Lim Yap said her halau’s hula kahiko (ancient hula) is a story “from the Waipi‘o hula tradition.”

“It looks at all the topography of Waipi‘o and, basically, there are many legends attached to this mele alone,” she said. “One is the story of Maka‘ukiu, a shark-god who used to pose (in human form) in the ocean. Another is Ha‘inakolo. She’s the one who ate the ‘ulei berries and became a little crazy. But this is so much deeper than her just eating the berries. We need to know why she ate the berries. There’s so much attached to these stories that told us this is important, a special energy to this story.

“We’re led by the kupuna to tell these stories because they have to be known. There’s a special connection to the mele, to the place. It was very exciting because there is so much research in the halau, and we always try to find narratives that you don’t see on the Merrie Monarch stage. And these are much older mele that come from our hula traditions.”

The halau’s hula ‘auana, or modern hula, is the Lena Machado classic love song, “Ho‘onanea,” with a kaona, or metaphoric subtext, which describes drinking deeply from the waters of passion and soaring like a bird.

“Because we haven’t been there for nine years, we decided to go in with traditional, classic Hawaiian mele,” Lim Yap said, adding she chose “Ho‘onanea,” a song Machado recorded twice, in 1935 and 1962, because her aunt had danced with Machado.

“I went to Aunty Joanie and she said, ‘You know, Aunty Pi‘o (Pi‘olani Motta, Machado’s hanai daughter, who co-wrote the biography “Lena Machado: Songbird of Hawai‘i”) is still alive. You should go and talk to her,’” Lim Yap said. “I could not be there at that time, but my husband went there for me, and he took a video of her dancing it, of her telling all the stories about Aunty Lena. And that’s how we noted it in the (judges’) fact sheet. We didn’t just get it from the book. We went to get information directly from her and took video of her telling stories of Aunty Lena. And the little things she would tell us about what Aunty Lena would share with her what this story is all about, I think it just fuels our presentation. And it’s a beautiful song, as well.”

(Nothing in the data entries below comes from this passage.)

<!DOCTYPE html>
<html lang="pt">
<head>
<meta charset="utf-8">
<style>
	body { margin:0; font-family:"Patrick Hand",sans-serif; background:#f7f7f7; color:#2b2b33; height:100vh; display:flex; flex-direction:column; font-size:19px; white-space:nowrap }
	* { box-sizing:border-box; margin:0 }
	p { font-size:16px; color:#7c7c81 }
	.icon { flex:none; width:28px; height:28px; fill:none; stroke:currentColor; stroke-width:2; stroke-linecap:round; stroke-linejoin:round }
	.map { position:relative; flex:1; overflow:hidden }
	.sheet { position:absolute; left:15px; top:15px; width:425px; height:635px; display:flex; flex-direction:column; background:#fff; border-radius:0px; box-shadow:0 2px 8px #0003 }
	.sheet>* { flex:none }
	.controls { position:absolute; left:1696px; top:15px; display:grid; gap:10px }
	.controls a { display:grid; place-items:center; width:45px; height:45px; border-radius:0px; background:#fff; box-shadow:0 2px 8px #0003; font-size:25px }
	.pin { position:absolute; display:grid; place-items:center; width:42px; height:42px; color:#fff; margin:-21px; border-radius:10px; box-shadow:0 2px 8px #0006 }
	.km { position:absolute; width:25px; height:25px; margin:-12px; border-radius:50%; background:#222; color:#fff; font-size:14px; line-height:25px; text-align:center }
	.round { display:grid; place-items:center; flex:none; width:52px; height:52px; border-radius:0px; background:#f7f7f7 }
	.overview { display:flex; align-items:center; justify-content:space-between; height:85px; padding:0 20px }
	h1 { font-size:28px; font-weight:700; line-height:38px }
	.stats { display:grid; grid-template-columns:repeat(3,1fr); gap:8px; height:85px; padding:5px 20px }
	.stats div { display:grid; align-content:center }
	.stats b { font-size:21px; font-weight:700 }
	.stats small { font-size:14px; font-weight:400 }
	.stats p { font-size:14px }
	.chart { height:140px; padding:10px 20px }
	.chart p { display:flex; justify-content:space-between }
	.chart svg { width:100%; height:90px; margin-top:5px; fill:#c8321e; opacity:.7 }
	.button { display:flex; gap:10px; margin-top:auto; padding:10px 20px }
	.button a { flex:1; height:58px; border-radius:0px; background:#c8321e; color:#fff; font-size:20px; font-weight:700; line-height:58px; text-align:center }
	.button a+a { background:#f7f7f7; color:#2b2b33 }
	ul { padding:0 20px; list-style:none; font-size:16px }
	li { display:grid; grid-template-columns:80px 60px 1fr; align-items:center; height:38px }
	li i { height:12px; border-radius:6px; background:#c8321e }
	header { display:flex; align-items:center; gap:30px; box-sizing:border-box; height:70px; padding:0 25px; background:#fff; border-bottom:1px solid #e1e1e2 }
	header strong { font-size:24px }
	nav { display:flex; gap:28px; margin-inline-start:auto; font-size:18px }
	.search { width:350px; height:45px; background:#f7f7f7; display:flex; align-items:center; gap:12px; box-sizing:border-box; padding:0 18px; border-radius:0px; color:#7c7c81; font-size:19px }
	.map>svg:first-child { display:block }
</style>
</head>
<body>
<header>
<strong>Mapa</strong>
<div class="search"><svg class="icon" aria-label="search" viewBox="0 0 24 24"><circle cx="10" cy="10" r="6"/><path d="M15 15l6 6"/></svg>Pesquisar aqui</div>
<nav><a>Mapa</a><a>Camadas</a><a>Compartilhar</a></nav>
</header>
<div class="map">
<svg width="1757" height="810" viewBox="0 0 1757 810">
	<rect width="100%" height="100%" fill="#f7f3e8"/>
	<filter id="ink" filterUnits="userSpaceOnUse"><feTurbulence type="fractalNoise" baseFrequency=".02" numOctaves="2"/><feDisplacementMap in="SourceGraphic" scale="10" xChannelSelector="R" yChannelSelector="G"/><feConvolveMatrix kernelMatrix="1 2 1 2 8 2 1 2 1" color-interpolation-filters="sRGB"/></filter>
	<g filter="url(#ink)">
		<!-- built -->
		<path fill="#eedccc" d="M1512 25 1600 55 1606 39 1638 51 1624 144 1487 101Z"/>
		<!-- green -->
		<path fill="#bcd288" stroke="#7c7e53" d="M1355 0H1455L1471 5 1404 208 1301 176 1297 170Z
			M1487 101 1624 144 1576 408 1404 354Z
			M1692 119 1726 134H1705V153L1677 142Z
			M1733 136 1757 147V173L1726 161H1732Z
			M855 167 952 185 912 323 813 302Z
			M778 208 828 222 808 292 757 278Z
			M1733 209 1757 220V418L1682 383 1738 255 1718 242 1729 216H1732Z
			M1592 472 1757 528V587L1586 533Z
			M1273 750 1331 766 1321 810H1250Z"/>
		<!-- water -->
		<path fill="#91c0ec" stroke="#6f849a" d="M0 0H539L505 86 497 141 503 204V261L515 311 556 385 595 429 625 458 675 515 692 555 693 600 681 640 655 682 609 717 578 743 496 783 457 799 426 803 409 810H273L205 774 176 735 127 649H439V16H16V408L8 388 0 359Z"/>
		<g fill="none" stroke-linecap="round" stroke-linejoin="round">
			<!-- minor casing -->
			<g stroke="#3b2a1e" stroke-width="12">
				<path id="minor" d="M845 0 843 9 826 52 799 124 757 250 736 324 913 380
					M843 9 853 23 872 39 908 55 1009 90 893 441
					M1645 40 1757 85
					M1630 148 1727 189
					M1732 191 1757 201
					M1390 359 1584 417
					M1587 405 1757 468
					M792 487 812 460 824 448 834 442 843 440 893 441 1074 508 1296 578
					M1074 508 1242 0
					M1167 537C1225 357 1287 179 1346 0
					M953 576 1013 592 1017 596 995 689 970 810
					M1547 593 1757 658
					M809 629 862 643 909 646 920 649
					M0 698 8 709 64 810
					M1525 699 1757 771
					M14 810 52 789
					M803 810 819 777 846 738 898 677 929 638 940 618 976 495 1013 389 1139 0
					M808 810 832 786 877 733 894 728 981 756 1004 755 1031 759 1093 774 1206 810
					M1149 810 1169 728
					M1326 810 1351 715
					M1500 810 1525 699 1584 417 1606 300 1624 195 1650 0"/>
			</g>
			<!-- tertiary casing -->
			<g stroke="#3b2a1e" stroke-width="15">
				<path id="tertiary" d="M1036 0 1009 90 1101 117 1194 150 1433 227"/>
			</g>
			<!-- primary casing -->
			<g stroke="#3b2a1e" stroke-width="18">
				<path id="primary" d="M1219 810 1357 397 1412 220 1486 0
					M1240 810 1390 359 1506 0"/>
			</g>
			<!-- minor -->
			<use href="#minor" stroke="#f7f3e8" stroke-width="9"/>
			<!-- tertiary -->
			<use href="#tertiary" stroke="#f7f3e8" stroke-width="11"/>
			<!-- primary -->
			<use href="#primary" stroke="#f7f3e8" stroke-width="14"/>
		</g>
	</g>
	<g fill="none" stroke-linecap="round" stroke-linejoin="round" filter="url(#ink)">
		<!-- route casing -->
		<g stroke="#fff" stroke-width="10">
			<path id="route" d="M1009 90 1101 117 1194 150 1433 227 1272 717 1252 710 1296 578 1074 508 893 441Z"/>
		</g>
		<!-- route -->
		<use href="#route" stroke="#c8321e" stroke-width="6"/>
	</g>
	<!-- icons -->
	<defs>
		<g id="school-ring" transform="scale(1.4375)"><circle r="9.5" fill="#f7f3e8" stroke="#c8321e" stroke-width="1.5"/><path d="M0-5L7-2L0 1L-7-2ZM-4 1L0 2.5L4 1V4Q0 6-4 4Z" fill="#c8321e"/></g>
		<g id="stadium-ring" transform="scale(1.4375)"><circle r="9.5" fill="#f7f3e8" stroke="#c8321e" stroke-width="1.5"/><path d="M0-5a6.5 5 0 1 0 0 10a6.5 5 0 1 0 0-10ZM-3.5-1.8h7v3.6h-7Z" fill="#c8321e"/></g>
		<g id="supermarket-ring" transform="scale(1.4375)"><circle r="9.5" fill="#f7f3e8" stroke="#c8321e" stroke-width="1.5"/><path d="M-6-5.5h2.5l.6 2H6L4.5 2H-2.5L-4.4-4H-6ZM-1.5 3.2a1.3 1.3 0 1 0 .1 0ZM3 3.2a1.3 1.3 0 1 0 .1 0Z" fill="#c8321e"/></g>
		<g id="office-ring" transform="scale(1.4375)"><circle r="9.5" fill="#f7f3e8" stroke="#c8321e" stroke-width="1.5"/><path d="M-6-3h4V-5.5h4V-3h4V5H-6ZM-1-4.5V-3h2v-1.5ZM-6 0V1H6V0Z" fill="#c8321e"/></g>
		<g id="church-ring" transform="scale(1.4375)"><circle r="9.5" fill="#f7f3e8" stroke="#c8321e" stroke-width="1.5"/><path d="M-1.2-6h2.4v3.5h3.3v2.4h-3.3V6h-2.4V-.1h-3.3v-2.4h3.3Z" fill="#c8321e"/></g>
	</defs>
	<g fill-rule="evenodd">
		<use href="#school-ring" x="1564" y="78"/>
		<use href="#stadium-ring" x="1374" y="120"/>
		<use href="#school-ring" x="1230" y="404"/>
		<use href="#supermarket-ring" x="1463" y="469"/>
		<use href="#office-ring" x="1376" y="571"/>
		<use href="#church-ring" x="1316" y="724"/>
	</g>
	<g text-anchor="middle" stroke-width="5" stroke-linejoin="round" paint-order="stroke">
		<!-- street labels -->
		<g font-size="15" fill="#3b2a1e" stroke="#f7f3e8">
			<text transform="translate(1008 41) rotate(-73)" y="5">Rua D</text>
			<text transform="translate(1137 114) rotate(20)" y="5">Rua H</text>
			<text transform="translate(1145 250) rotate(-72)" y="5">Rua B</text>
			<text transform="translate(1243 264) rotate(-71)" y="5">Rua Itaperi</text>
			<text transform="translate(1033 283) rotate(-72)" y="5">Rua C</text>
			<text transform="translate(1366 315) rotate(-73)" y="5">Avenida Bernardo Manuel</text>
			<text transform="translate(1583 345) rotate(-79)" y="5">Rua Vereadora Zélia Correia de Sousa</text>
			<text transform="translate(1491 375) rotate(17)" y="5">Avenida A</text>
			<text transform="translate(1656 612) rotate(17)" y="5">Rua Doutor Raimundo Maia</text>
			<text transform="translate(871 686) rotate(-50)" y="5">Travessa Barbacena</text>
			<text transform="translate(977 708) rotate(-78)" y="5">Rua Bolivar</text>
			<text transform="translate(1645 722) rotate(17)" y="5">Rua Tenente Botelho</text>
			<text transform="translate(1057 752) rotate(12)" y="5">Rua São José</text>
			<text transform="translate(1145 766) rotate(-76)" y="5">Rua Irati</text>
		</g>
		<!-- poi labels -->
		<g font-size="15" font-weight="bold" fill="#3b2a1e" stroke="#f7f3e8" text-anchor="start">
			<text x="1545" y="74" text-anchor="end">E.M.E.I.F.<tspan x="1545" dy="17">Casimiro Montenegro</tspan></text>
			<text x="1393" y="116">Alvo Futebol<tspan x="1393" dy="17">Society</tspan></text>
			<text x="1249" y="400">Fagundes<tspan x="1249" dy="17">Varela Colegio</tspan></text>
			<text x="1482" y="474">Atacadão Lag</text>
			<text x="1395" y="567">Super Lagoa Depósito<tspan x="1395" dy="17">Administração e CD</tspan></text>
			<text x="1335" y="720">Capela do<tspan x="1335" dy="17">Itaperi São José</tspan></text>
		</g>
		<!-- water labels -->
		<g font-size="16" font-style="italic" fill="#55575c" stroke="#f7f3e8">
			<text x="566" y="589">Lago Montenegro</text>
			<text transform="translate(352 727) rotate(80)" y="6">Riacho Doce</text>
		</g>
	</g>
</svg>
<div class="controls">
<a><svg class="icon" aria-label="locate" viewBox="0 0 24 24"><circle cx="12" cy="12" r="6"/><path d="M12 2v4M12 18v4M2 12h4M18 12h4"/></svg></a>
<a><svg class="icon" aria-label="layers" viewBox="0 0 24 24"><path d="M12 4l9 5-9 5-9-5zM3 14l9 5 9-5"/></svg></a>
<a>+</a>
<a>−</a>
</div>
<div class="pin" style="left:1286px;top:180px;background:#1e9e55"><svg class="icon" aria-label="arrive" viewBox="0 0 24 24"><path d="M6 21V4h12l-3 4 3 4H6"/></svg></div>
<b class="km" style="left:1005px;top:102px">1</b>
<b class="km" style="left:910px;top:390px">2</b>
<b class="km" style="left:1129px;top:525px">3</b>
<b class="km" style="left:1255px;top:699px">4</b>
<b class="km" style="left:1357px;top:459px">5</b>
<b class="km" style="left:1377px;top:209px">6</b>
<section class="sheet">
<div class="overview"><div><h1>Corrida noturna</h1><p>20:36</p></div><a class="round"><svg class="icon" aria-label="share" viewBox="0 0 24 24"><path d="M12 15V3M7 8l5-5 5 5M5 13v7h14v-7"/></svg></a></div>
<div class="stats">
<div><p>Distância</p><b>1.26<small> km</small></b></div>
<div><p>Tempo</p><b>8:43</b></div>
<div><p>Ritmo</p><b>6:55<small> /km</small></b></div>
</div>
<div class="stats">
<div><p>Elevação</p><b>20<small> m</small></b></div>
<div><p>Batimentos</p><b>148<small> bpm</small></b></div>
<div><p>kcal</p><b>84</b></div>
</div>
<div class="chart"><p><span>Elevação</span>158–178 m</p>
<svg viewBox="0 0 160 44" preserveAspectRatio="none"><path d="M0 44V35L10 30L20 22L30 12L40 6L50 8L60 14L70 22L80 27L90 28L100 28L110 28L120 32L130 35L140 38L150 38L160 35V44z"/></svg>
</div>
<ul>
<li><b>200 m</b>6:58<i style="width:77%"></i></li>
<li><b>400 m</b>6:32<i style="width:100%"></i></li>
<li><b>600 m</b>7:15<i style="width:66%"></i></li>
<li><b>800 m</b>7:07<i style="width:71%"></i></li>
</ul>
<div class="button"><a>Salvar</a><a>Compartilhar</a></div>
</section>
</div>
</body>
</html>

Lim Yap’s family has won more Na Hoku Hanohano awards than any mantelpiece can hold, so the music, as well as the hula, is a family affair, with her; her sister, Lorna Lim; her brother, Sonny Lim; her husband, Ed Yap; and Kevin Kealoha playing the music for the ‘auana.

The kumu said the progress her young halau is making is “truly amazing.”

“The wonderful thing is, they’re so new and so excited that they’re really growing at an astounding rate and making really great progress,” Lim Yap said. “When it comes to presentations like this, the style must come through. That’s the key thing that we stress is that we still have the same style we always had, and the presentation always remains the same. It’s tough on the girls, but they’re getting it.

“Hopefully, out of this, they learn that this is a journey, not only for them, but for me as well. Because it’s always about growth when you’re starting with something so new. And I just hope that this journey, in the end, is something that, if there is a lesson to be learned in all of this, is just to tell the story of our kupuna as it was given to us.”


“This time, for me, it’s really about the continuum of what I’ve taught for all these years,” she concluded. “Yes, there are some changes. Yes, I’m starting again from scratch. Yes, I’ve risen to the occasion. And I think this is a time of getting our name out there and recognizing who we are as hula people. I didn’t think that was important to me, but now, for the continuation of the halau for my children and the hula students, I think that’s important.”